Und ewig diese Dämmerung
Des Frühlings und der Liebe.

J. G. Fischer.




Zur Wahl der Sommerfrischen.

Von Prof. Dr. E. Heinrich Kisch.

Wer die langen Wintermonate zwischen den beengenden Mauern der Stadt verbracht hat, sei es in hastender Berufsthätigkeit oder in dumpfem Stubenhocken, dem ist es Bedürfniß, wenigstens einige Wochen der schönen Sommerszeit dem Aufenthalte in Gottes freier Natur zu widmen, der drückenden, staubigen, mit Krankheitsstoffen geschwängerten Stadtluft zu entrinnen und sich in frischer Waldes-, Wiesen- und Bergatmosphäre neu zu kräftigen und zu laben. Wer durch Krankheit ans Bett gefesselt, durch Leiden danieder gedrückt ist, der sieht mit hoffnungsglänzendem Auge dem Zeitpunkte entgegen, da er die verordnete Badereise antreten und an den Heilquellen Gesundung seines Körpers schöpfen kann. Wer sich aber nicht krank und siech, sondern nur matt und überarbeitet fühlt, der bedarf keiner Kur, dem genügt ein schöner Fleck Erde in gesunder freier Gegend – die Sommerfrische.
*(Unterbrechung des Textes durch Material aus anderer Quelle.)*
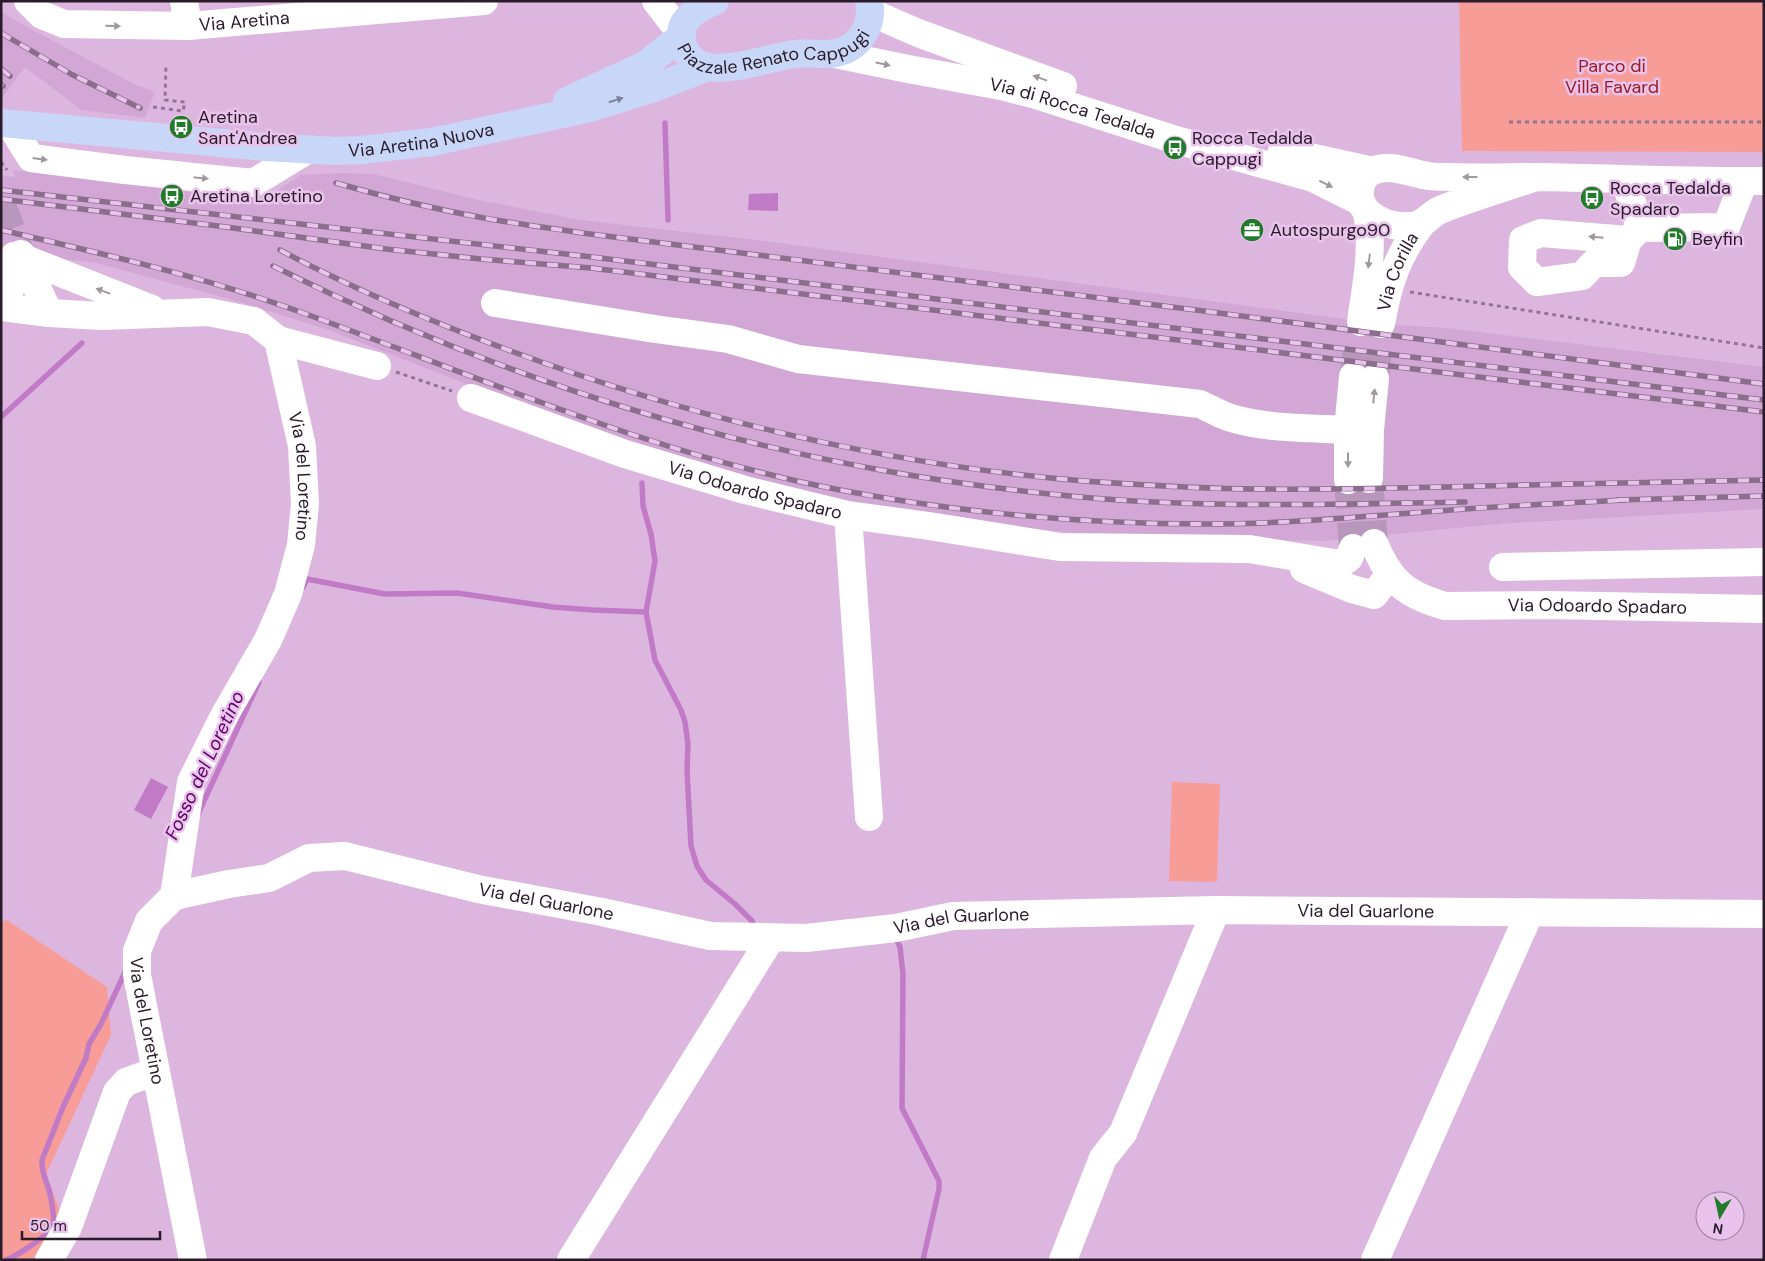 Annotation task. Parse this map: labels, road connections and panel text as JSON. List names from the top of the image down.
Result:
{
  "streets": {
    "main road": ["Piazzale Renato Cappugi", "Via Aretina Nuova"],
    "street": [
      "Via Aretina",
      "Via di Rocca Tedalda",
      "Via Corilla",
      "Via del Loretino",
      "Via Odoardo Spadaro",
      "Via del Guarlone"
    ]
  },
  "crossings": [
    ["Piazzale Renato Cappugi", "Via di Rocca Tedalda"],
    ["Piazzale Renato Cappugi", "Via Aretina Nuova"],
    ["Via di Rocca Tedalda", "Via Corilla"],
    ["Via del Loretino", "Via del Guarlone"]
  ],
  "water": ["Fosso del Loretino"],
  "parks": ["Parco di Villa Favard"],
  "places": {
    "bus stop": [
      "Aretina Sant'Andrea",
      "Rocca Tedalda Cappugi",
      "Aretina Loretino",
      "Rocca Tedalda Spadaro"
    ],
    "office": ["Autospurgo90"],
    "fuel station": ["Beyfin"]
  },
  "scale_bar": "50 m",
  "north": "bottom"
}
Es ist ein günstiges Zeichen, wie die richtige Erkenntniß des Wesens der Gesundheitspflege in immer weitere Schichten der Bevölkerung dringt, daß die Zahl der Sommerfrischen und die Ziffer ihrer Besucher in den letzten Jahren in ganz auffälliger Weise gestiegen ist. Milder Wohlthätigkeitssinn und hilfbereite Barmherzigkeit haben in jüngster Zeit sogar an verschiedenen Orten Vereine gegründet, die es sich zur Aufgabe setzen, auch die Kinder der unbemittelten Stadtbewohner der Wohlthat des Landaufenthaltes während der Schulferien theilhaft werden zu lassen.

Welche Orte verdienen nun vom gesundheitlichen Standpunkte aus als Sommerfrischen bezeichnet und empfohlen zu werden?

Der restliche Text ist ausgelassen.